Lieber Herr Schaarwaechter, liebe Liste,

genau die Grenzziehung zwischen den beiden Aspekten, die Sie benennen,
ist ja immer wieder Ursache dieses (Reiz-)Themas. Was der eine noch für
entbehrbares Schriftgut hält, wertet die andere schon als
Kulturgutvernichtung.

Die Diskussion zeigt, dass es hier sehr unterschiedliche Positionen gibt, die
teilweise nicht oder nur schwer vereinbar sind. Das ist ein echtes Dilemma -
auch unabhängig vom konkreten Fall.

Auch ich finde deshalb wie Sie, dass diese Diskussion ganz wichtig ist.
Denn wir sind noch längst nicht am Ende damit.

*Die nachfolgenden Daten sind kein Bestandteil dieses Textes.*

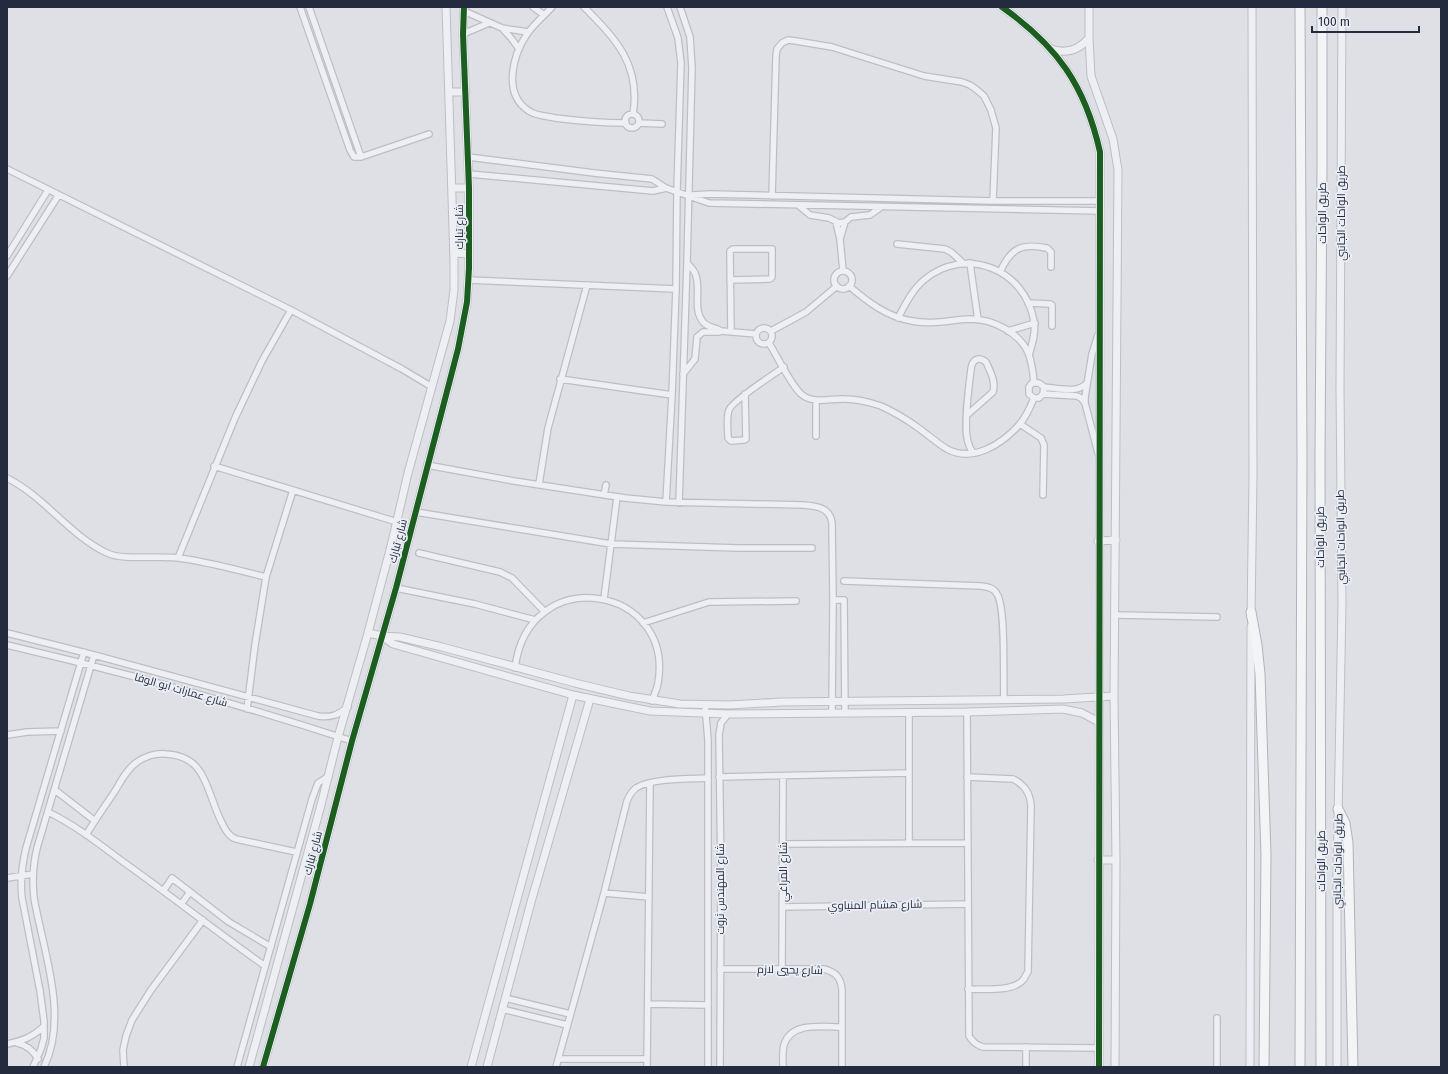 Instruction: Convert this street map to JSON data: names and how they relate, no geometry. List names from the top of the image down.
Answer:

Ich möchte nur eine kleine Erfahrung aus der Praxis berichten, die die
Schwierigkeit des Themas verdeutlichen soll:

Ein auswärtiger Benutzer rief mich irgendwann an und fragte, ob wir
Veröffentlichungen einer bestimmten Autorin im Bestand hätten. Nach
seiner Aussage handelte es sich dabei um die erste evangelische
Journalistin. Offensichtlich war diese Person im Rahmen der neueren
theologischen Frauenforschung zum Thema geworden. Mir war der Name
bis dato völlig unbekannt gewesen.

Die Katalogrecherche ergab zu meiner Verblüffung ein halbes Dutzend
Treffer. Als ich die Bücher aus dem Magazin holen ging, stellte ich fest,
dass es sich bei den Werken dieser Autorin ausschliesslich um kleine
Biographien handelte ohne wissenschaftlichen Anspruch mit einem
geringen Umfang von ca. 60 Seiten. Erscheinungszeitraum Mitte 20.
Jahrhundert. Einfachste Aufmachung.

Keine Frage, dass ich diese "unbedeutenden" Büchlein aussortiert hätte,
wenn ich sie bei der Durchsicht eines Nachlasses entdeckt hätte.

Weitere Recherchen ergaben, dass nahezu alle anderen Bibliotheken in
Deutschland es auch so gesehen (und gehandhabt) hatten. Es war wirklich
ein Glücksfall, dass einer meiner Vorgänger sich hier wohl anders
entschieden hatte oder die Büchlein irgendwie durchgerutscht sind bei einer
Sichtung.

Das Beispiel zeigt m.E., wie schwierig es ist, den wissenschaftlichen Wert
von Büchern zu ermessen. Wo beginnt die (wissenschaftsrelevante)
"bedeutende Literatur" und endet die (verzichtbare) "Gebrauchsliteratur".

Wir sollten also, wie gesagt, dran bleiben an diesem wichtigen Thema.
Denn es ist ja sehr wahrscheinlich, dass Aussonderungen uns in nächster
Zukunft eher mehr als weniger beschäftigen werden.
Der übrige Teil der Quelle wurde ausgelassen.